Hence, what is manifested in the contemporary postproduction turn towards digital technology and iteration is a transformation in the attitudes towards forms of knowing (and technē, as Heidegger explained, is linked with the word epistēmē—“both words are names for knowing in the widest sense”). 60  “Such knowing”, Heidegger suggests, “provides an opening up. As an opening up it is revealing”, 61  indicative of epistemologies of contemporary aesthetics, revealing shifting paradigms of creative thinking and alternative approaches to originality that emerge at the backdrop of such a conceptual framework. For Heidegger, technology is a way of revealing (das Entreben) of that which it brings forth, i.e. letting a thing disclose itself rather than simply producing or manufacturing an object in purely instrumental terms. ‘”What is instrumental in technē”, Heidegger writes, “does not lie at all in making and manipulating nor in the using of means, but rather in the aforementioned revealing.
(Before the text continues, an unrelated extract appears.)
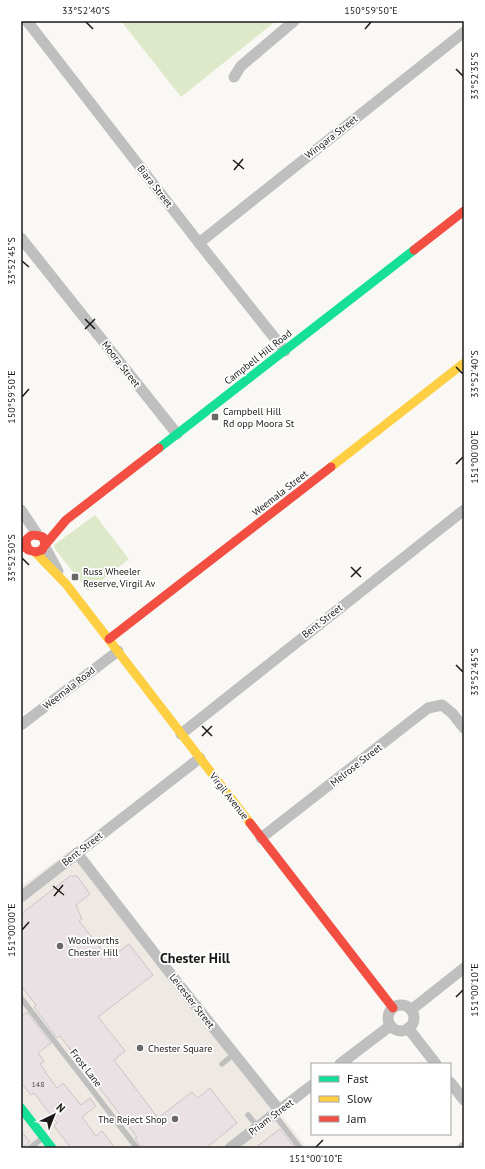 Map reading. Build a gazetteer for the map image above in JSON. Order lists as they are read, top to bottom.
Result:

It is as revealing, and not as manufacturing that technē is bringing forth.” 62  Creative acts such as LaBeouf’s, overtly reliant on repurposed material, are a manifestation of such an assumption, openly disclosing themselves, their methods and sources to draw attention to their distinctive aesthetics, to alternative models of thinking about creativity today. It is not the manipulation of sources, making by means of remaking, that is at the core of iterative creative work, but rather the revealing of the making as remaking. Conceptualised as such, contemporary uncreative works should not be considered instances of plagiarism or copyright infringement but are better described as iterative acts and an expression of the contemporary Iterative Turn. Iteration as it manifests itself at the postproduction moment can be seen as an expression of what Bourriaud describes as a “configuration of knowledge, which is characterised by the invention of paths through culture.” 63  Here Heideggerian thinking and Bourriaud’s project converge to form a notion of an Iterative Turn that is indicative of shifting aesthetic attitudes and emergent means of conceptualising them.

Understood as such, the notion of iteration serves as a broad and flexible concept akin to, or perhaps itself a manifestation of, the Heideggerian essence, an essence of making by means of transgressing the familiar notions of authorship and creativity that turns into a creative act, one that is revealing of the paradigms of creativity constructed by iterative means. Hence, iteration should be considered as a category particularly relevant to describing the dynamic of technological and aesthetic turns, where a change, a shift in tools, practices, and attitudes, involves both a move away from the earlier paradigms and a repetition of the earlier paradigms at the same time. 64  Hence, each turn, regardless of the cultural condition that defines it, is always an iterative process, repeating and altering earlier aesthetic models and systems of thought in a chain of constant change of charged differences.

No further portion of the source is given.